Event Management Queue System
This document explains how Redis queues are used in the KillIT v3 Event Management system and how to extend them.
Overview
The event management system uses Redis-backed Bull queues for asynchronous processing of computationally intensive or time-consuming operations. This ensures fast event ingestion while allowing complex processing to happen in the background.
Current Queue Implementation
1. Event Correlation Queue (event-correlation)
- Purpose: Groups related events based on multiple correlation strategies
- Worker:
eventCorrelationWorker.js - Triggered: After every event ingestion
- Strategies:
- Temporal correlation (5-minute window)
- Topology correlation (CMDB relationships)
- Pattern correlation (same signature)
- Service correlation (same service/app)
2. Event AI Analysis Queue (event-ai-analysis)
- Purpose: Analyzes events using AI for anomaly detection and insights
- Worker:
eventAIAnalysisWorker.js - Triggered: For critical and major severity events
- Features:
- Anomaly scoring (0-100)
- Root cause analysis
- Suggested remediation actions
- Pattern identification
3. Event Enrichment Queue (event-enrichment)

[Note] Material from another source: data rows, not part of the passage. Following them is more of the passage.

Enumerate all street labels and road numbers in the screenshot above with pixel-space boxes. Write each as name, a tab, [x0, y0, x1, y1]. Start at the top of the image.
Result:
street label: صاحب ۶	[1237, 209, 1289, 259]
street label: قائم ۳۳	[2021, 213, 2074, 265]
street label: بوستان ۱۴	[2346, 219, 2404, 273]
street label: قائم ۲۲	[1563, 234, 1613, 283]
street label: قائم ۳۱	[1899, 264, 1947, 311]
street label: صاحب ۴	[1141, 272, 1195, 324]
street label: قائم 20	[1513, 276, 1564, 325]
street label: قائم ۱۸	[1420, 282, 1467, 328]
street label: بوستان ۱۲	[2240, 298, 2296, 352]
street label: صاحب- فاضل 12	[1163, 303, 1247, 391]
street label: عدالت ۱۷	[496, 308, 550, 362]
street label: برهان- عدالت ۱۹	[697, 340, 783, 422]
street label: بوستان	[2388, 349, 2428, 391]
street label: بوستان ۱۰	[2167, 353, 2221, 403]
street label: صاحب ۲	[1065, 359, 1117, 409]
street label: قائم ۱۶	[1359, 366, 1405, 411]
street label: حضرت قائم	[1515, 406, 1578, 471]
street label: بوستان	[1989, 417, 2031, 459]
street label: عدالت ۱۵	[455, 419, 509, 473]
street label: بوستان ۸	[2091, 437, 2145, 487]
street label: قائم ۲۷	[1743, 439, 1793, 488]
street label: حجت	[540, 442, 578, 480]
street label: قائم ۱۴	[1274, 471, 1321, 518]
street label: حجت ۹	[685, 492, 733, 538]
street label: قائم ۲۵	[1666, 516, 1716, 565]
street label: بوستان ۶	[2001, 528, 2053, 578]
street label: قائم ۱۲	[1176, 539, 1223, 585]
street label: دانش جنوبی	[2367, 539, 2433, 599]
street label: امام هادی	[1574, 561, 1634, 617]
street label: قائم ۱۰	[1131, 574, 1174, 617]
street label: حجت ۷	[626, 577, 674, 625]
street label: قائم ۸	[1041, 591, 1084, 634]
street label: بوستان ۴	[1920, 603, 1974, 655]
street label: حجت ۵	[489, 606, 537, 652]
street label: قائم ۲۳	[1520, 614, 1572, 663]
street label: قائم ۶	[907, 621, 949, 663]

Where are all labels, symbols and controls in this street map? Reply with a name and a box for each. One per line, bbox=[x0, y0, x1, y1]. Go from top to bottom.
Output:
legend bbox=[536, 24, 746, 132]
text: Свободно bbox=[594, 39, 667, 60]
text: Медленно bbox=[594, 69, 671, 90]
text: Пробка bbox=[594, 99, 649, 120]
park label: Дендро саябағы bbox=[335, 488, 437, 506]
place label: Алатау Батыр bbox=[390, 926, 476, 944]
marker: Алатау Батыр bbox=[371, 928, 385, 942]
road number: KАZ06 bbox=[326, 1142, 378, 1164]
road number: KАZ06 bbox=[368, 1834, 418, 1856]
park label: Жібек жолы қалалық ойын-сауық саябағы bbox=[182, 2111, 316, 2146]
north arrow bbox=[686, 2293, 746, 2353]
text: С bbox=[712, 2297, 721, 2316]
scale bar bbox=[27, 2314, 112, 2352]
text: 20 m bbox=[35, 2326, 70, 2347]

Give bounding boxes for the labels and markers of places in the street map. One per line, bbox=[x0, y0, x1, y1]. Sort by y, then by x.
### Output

- Purpose: Enriches events with additional context
- Status: Initialized but not actively used
- Potential Use: CI details, historical context, business impact
Queue Architecture
Event Ingestion
│
├──> Save Event to MongoDB
│
├──> Queue for Correlation
│ └──> eventCorrelationWorker
│ └──> Updates correlationId
│
└──> Queue for AI Analysis (if critical/major)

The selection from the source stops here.